Dataset entries:
[Start of section]
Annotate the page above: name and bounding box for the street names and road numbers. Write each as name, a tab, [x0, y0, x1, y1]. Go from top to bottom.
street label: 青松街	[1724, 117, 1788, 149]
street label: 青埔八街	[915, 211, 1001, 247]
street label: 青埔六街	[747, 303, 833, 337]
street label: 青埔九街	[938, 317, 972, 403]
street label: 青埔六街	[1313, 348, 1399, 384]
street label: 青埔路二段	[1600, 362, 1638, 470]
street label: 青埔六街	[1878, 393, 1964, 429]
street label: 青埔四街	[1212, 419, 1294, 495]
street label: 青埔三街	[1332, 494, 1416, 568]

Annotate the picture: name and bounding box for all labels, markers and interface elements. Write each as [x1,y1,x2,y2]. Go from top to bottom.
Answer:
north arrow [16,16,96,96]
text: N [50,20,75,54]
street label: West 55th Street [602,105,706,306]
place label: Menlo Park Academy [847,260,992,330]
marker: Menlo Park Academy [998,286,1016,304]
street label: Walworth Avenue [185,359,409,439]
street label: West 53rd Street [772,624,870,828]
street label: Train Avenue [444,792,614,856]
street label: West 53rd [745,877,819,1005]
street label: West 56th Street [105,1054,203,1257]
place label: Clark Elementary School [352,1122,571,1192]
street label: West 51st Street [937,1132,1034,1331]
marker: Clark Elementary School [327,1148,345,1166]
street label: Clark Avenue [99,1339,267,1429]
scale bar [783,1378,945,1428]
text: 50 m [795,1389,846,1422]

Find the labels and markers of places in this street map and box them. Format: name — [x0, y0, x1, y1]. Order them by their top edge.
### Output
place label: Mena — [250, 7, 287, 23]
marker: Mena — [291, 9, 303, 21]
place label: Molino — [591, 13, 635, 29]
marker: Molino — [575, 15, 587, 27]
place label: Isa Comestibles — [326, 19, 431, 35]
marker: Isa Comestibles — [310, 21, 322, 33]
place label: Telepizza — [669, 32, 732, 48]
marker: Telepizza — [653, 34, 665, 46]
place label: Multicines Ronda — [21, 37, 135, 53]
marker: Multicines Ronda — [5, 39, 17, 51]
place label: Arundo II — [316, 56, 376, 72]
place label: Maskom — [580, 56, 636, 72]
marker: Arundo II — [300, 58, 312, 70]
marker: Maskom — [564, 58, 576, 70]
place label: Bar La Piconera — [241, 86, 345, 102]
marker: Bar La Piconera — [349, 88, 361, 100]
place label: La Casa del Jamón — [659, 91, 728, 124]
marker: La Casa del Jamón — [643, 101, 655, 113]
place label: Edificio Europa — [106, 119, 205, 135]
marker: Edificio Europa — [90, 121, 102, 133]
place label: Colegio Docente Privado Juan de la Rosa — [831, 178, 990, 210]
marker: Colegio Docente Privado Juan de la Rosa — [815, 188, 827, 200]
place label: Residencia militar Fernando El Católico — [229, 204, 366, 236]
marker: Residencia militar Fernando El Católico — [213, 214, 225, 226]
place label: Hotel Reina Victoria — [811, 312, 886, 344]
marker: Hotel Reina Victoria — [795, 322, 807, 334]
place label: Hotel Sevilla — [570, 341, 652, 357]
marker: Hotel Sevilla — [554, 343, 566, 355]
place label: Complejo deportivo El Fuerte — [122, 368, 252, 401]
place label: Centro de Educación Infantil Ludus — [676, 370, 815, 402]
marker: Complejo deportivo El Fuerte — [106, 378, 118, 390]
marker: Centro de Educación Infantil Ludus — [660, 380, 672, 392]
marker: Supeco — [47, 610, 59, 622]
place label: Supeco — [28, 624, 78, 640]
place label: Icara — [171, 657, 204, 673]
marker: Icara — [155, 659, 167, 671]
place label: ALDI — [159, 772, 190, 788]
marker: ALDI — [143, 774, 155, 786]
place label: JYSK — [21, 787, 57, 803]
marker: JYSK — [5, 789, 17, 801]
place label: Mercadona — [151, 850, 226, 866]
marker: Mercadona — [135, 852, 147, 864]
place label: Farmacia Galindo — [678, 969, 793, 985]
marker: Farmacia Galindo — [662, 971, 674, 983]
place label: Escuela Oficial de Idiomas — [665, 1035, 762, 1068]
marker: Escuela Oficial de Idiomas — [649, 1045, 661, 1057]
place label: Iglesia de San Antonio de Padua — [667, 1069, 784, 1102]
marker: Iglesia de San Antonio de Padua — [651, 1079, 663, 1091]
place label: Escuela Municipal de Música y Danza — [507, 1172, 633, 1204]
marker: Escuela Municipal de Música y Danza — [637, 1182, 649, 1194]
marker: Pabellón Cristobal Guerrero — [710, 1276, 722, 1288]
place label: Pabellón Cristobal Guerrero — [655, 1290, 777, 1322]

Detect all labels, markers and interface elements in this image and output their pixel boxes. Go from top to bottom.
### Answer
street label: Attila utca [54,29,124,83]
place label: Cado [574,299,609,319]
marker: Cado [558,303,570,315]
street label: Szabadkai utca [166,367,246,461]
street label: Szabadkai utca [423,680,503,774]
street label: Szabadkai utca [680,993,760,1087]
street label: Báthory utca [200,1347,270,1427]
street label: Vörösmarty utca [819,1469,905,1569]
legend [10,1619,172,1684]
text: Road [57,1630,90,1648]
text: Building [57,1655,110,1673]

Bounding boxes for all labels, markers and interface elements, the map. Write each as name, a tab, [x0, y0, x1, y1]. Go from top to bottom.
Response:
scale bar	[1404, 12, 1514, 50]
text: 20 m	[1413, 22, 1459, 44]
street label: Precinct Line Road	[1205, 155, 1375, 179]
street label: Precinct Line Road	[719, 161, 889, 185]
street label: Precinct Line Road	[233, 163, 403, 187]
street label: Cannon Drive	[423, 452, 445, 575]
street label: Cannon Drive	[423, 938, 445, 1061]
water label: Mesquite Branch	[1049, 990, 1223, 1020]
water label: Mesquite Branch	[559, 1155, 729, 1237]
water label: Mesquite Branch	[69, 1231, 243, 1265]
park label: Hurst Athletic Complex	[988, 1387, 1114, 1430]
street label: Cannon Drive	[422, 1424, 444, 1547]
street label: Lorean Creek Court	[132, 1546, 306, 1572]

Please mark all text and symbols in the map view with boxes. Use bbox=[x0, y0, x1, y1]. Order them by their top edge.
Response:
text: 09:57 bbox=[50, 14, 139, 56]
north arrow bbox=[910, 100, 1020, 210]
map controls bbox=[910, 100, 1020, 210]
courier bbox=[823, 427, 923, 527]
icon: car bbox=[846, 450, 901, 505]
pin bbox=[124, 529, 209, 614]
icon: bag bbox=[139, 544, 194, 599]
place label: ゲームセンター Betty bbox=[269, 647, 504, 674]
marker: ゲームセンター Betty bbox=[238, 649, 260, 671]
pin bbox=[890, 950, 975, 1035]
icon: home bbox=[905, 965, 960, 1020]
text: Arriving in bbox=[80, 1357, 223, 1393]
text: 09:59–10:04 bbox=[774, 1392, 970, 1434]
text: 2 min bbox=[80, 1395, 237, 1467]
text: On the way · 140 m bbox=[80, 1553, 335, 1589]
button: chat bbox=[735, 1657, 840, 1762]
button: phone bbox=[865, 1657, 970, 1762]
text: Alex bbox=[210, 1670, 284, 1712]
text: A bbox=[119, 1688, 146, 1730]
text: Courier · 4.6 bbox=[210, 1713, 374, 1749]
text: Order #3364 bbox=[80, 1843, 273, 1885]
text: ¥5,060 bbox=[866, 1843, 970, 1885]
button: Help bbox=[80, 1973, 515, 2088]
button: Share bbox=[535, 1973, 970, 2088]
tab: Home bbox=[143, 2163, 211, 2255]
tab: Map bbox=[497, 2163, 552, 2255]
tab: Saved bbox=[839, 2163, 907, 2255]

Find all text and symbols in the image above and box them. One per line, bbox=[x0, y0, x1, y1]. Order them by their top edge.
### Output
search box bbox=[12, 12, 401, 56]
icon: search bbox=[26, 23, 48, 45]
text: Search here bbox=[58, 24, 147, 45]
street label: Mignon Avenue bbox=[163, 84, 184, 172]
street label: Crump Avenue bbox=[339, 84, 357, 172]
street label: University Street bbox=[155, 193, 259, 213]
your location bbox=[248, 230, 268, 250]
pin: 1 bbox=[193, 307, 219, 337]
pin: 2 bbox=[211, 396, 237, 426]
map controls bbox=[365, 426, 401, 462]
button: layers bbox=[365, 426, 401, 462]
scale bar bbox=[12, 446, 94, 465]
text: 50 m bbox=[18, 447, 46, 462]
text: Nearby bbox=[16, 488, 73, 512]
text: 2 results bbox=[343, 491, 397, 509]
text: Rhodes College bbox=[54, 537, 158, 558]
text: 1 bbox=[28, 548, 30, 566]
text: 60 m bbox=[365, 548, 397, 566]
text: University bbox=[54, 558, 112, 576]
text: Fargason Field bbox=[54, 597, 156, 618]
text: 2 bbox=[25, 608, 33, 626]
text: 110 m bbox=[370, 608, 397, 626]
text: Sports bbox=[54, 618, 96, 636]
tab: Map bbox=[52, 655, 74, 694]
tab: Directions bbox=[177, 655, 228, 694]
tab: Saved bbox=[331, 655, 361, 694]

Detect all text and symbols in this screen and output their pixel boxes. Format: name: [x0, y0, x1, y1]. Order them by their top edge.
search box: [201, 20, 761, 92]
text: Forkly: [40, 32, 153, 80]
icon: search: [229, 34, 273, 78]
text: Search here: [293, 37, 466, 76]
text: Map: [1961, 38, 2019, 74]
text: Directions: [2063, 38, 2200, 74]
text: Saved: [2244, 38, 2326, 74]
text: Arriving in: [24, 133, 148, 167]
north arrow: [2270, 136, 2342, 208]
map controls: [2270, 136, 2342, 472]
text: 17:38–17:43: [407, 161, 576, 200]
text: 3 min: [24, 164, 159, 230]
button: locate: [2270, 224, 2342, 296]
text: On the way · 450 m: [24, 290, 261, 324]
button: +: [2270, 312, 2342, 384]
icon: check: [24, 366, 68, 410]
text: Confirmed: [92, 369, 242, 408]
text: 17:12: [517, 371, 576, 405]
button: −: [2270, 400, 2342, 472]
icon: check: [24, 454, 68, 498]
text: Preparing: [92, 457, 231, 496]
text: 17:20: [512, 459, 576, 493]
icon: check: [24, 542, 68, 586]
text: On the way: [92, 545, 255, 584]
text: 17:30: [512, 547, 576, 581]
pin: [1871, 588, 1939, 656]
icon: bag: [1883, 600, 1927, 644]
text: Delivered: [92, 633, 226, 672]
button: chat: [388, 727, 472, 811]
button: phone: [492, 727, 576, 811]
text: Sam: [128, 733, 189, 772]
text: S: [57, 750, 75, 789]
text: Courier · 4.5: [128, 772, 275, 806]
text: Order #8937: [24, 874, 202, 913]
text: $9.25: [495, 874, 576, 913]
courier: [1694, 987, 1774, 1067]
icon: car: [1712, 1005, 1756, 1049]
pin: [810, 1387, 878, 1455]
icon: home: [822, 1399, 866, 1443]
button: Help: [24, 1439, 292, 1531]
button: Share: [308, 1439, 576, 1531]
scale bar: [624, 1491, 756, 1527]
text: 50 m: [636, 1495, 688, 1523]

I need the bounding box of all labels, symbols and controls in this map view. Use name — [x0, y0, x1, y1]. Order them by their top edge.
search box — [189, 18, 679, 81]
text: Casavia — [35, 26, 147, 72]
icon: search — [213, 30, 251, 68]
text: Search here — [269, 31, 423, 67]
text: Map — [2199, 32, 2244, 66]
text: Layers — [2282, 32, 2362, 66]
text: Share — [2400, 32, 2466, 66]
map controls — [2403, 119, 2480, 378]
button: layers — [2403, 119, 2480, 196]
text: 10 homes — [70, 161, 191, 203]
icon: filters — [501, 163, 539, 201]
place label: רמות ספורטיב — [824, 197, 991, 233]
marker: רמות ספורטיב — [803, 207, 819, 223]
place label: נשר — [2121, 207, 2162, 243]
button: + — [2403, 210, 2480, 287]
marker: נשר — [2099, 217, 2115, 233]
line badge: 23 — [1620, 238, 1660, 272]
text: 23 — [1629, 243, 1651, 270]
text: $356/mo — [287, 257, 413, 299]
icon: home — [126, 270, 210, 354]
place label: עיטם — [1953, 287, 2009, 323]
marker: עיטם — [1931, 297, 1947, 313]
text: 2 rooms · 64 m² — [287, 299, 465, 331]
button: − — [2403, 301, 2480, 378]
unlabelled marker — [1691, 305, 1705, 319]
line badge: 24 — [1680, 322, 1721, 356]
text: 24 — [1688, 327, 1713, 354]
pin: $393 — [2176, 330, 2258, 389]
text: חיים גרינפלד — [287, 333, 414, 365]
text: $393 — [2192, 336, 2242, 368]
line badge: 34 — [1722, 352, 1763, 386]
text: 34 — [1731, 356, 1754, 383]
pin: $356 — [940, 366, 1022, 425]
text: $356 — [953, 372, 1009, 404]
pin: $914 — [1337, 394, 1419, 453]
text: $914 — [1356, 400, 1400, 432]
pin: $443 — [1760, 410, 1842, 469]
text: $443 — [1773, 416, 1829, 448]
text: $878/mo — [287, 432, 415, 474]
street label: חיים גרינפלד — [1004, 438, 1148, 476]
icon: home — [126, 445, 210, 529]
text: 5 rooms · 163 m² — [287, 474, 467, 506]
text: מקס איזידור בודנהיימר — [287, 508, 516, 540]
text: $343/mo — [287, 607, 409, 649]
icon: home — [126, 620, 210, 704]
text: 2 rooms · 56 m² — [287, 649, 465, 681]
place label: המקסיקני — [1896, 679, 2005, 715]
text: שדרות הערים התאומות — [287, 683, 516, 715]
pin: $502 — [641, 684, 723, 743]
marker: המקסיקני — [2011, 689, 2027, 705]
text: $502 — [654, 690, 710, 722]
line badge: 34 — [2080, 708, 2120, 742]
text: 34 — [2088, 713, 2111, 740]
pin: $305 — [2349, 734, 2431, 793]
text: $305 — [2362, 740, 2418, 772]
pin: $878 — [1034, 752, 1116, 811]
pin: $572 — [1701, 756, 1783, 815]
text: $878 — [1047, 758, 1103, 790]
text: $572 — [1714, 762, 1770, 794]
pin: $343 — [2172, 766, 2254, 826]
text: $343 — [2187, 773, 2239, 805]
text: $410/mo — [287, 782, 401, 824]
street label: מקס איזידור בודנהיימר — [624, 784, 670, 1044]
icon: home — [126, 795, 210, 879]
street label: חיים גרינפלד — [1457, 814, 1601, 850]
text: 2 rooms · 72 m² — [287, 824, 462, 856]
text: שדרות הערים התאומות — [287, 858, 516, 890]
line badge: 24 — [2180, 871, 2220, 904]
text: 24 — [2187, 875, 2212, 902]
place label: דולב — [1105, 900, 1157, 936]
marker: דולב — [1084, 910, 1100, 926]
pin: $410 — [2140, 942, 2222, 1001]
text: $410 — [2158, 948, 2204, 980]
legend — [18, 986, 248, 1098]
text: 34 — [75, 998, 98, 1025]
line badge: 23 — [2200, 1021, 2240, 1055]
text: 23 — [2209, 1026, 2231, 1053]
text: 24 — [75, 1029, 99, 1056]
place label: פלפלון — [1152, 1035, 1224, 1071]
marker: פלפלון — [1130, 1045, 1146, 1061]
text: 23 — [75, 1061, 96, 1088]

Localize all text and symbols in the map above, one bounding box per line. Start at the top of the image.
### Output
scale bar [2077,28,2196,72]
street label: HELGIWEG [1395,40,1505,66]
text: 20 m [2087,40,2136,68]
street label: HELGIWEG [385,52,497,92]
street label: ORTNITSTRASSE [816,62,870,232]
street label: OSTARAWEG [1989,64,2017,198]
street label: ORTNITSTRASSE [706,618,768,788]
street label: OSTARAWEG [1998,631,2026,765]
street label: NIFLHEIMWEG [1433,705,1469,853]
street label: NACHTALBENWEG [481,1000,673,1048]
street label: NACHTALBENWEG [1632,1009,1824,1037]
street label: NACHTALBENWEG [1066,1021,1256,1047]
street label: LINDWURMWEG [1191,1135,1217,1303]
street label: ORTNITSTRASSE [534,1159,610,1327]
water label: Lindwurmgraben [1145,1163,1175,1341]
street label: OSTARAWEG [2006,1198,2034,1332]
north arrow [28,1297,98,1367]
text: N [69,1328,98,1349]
[End of section]
- WHAT TO DO -
In your reply, restate exactly the lines from the start of the records above through the line holding "Annotate the picture: name", including both, and nothing else.

- WRITTEN ANSWER -
Annotate the page above: name and bounding box for the street names and road numbers. Write each as name, a tab, [x0, y0, x1, y1]. Go from top to bottom.
street label: 青松街	[1724, 117, 1788, 149]
street label: 青埔八街	[915, 211, 1001, 247]
street label: 青埔六街	[747, 303, 833, 337]
street label: 青埔九街	[938, 317, 972, 403]
street label: 青埔六街	[1313, 348, 1399, 384]
street label: 青埔路二段	[1600, 362, 1638, 470]
street label: 青埔六街	[1878, 393, 1964, 429]
street label: 青埔四街	[1212, 419, 1294, 495]
street label: 青埔三街	[1332, 494, 1416, 568]

Annotate the picture: name and bounding box for all labels, markers and interface elements. Write each as [x1,y1,x2,y2]. Go from top to bottom.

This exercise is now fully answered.